- Task goal: Among the entries below, find the lines holding "none" and copy them.
*** Task inputs Section Begins ***
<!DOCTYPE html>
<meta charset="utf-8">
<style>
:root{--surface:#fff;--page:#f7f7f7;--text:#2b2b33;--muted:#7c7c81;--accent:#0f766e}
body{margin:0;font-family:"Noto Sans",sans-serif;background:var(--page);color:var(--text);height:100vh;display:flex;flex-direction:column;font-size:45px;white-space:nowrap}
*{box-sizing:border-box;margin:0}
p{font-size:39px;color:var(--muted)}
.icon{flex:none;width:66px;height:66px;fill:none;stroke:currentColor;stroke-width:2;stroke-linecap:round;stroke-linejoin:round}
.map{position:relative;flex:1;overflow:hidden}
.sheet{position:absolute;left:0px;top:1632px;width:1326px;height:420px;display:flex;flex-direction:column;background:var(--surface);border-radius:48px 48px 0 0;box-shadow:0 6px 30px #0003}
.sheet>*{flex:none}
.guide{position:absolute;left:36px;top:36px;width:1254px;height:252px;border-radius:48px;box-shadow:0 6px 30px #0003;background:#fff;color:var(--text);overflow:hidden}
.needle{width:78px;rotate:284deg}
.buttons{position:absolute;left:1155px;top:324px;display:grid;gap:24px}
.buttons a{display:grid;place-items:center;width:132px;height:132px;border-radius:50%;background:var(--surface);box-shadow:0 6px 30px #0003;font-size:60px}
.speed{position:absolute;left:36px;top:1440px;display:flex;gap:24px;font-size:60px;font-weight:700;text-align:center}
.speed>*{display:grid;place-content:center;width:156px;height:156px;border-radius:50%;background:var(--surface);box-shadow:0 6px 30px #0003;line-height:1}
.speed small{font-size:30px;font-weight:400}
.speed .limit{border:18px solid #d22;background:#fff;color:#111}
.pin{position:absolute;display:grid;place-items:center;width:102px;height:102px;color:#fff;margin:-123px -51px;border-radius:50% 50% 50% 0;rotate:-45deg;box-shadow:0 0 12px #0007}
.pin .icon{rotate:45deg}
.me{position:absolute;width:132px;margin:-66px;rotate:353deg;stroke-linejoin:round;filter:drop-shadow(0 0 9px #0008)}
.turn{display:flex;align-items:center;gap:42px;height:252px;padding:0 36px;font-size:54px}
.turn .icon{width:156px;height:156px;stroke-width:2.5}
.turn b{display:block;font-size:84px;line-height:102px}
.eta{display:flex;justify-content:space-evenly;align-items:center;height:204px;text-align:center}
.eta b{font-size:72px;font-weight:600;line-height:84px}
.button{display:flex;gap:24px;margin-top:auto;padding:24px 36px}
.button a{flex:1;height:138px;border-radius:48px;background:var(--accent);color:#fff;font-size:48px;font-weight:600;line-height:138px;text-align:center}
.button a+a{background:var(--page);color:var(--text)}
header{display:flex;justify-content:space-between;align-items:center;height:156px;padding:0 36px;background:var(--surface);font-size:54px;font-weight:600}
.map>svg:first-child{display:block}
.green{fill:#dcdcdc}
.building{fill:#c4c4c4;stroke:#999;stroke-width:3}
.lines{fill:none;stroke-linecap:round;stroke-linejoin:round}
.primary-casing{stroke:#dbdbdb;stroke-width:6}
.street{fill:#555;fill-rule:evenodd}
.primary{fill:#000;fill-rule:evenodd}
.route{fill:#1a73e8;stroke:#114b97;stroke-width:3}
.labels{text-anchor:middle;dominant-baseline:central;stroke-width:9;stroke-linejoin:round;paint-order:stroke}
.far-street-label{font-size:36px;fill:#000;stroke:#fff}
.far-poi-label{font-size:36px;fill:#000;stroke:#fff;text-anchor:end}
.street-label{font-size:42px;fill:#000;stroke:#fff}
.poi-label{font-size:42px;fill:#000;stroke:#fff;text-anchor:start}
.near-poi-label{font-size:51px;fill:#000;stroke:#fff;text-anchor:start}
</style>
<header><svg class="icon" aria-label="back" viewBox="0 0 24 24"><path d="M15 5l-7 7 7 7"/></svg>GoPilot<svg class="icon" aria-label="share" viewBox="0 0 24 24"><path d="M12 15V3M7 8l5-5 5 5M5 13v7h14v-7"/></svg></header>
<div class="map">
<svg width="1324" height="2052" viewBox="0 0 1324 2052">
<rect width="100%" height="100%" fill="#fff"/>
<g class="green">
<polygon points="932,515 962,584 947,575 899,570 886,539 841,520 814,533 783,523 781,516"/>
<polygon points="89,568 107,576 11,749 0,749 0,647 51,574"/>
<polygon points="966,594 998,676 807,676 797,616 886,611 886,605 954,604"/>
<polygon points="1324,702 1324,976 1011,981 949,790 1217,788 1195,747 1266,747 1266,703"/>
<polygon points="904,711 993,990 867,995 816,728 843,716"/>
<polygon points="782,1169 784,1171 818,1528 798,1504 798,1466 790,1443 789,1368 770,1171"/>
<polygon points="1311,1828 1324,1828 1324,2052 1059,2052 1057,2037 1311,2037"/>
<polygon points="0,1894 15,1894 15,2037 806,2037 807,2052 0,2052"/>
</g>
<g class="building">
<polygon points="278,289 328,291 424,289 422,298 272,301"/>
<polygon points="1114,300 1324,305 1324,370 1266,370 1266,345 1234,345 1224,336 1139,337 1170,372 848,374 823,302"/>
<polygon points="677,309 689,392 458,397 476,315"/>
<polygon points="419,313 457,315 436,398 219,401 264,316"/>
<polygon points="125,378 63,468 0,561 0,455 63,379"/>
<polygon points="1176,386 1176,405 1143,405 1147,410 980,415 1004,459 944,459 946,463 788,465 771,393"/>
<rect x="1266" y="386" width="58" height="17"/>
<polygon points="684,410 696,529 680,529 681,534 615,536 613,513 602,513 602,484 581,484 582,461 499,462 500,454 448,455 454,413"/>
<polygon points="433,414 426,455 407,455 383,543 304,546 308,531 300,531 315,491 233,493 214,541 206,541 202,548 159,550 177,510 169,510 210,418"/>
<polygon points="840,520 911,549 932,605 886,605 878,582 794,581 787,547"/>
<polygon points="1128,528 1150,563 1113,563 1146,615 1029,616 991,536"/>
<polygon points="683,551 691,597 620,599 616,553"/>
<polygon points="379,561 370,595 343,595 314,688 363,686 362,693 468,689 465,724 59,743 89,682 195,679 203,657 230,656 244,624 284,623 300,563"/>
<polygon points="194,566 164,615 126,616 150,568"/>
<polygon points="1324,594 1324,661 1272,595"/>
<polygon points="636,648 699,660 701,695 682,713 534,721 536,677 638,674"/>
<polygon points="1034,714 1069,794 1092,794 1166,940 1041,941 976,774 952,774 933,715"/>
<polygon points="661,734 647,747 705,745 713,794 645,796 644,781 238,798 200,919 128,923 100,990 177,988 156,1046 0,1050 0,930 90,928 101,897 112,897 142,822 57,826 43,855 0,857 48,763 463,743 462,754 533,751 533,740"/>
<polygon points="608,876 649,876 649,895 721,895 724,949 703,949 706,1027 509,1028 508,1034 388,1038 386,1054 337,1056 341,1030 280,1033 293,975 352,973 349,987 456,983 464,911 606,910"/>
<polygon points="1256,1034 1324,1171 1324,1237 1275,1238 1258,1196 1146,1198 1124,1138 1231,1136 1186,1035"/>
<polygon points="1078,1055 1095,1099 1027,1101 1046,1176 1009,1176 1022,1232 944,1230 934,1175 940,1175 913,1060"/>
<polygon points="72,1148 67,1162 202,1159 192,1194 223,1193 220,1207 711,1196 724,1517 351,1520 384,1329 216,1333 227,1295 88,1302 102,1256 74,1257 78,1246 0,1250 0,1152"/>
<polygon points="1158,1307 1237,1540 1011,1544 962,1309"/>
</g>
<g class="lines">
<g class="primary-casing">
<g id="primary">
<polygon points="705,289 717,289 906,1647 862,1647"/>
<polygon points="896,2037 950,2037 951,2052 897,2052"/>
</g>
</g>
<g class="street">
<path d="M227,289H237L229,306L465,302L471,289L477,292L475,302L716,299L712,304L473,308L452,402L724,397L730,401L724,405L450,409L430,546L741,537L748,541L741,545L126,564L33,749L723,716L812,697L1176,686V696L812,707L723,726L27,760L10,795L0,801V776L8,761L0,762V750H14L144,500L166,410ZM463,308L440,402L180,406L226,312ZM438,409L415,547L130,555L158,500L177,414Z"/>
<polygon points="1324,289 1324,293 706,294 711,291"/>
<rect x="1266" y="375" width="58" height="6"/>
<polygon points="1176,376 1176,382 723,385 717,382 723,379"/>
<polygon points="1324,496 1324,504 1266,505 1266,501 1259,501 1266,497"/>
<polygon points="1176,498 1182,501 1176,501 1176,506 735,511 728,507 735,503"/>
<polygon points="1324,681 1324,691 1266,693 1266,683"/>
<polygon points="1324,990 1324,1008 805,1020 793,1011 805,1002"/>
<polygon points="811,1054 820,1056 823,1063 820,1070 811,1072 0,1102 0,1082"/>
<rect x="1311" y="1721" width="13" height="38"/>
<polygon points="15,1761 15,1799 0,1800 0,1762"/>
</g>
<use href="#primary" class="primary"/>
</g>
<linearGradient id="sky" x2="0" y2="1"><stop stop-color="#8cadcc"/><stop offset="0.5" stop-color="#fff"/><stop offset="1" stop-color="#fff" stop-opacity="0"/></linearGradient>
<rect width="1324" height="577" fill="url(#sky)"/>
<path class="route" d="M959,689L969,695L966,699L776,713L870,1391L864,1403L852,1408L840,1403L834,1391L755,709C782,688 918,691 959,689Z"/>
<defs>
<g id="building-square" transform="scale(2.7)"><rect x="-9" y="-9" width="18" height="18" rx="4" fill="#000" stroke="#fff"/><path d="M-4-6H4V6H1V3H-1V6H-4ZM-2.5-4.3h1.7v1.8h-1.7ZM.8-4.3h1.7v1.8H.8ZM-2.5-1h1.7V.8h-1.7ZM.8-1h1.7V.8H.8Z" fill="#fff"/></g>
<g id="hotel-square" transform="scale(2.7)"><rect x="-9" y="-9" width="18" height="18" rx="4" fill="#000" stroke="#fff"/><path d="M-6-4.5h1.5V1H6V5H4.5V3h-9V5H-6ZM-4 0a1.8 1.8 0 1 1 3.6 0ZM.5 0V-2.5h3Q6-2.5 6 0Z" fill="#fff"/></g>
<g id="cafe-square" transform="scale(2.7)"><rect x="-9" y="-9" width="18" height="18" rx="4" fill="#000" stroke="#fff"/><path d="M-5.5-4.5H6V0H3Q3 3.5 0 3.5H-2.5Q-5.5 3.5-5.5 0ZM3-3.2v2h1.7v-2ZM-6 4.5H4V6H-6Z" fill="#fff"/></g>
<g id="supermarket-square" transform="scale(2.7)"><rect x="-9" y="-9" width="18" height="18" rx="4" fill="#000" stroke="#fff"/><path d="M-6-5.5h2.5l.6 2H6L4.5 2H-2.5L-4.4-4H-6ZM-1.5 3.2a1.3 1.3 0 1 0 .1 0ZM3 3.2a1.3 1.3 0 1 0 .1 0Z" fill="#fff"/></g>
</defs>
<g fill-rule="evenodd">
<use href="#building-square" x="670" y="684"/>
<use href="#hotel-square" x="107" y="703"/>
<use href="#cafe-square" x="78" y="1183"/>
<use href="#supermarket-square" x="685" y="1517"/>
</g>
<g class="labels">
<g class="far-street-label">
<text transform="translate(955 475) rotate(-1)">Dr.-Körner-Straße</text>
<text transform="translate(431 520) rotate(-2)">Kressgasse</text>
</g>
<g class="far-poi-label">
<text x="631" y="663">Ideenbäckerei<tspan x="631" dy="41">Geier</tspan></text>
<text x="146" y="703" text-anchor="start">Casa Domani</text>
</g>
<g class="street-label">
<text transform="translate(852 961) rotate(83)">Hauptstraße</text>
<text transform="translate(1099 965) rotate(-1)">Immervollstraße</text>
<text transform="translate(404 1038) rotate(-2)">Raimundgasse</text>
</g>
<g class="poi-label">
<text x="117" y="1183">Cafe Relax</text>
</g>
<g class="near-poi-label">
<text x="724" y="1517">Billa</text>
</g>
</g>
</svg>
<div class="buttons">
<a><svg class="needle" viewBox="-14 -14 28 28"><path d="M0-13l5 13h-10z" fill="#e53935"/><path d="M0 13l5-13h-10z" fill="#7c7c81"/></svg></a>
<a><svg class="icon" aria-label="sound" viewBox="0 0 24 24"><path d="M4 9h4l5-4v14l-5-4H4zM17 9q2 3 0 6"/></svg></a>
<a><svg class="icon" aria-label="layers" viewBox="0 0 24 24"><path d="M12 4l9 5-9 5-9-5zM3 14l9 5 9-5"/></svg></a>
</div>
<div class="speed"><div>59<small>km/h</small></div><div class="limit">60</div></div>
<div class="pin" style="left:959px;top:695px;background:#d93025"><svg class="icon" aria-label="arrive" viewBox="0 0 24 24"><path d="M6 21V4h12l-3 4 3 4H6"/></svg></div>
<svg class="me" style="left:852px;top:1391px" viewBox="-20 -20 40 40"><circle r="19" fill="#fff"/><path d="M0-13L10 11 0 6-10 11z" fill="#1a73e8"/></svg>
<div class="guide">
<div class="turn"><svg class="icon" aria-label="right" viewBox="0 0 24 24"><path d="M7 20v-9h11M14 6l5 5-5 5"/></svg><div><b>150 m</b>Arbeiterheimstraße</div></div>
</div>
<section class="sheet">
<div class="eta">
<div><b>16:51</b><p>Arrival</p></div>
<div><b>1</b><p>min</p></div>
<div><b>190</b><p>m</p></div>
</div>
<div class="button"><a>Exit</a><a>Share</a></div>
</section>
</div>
*** Task inputs Section Ends ***
- Result of the exercise:
.icon{flex:none;width:66px;height:66px;fill:none;stroke:currentColor;stroke-width:2;stroke-linecap:round;stroke-linejoin:round}
.sheet>*{flex:none}
.lines{fill:none;stroke-linecap:round;stroke-linejoin:round}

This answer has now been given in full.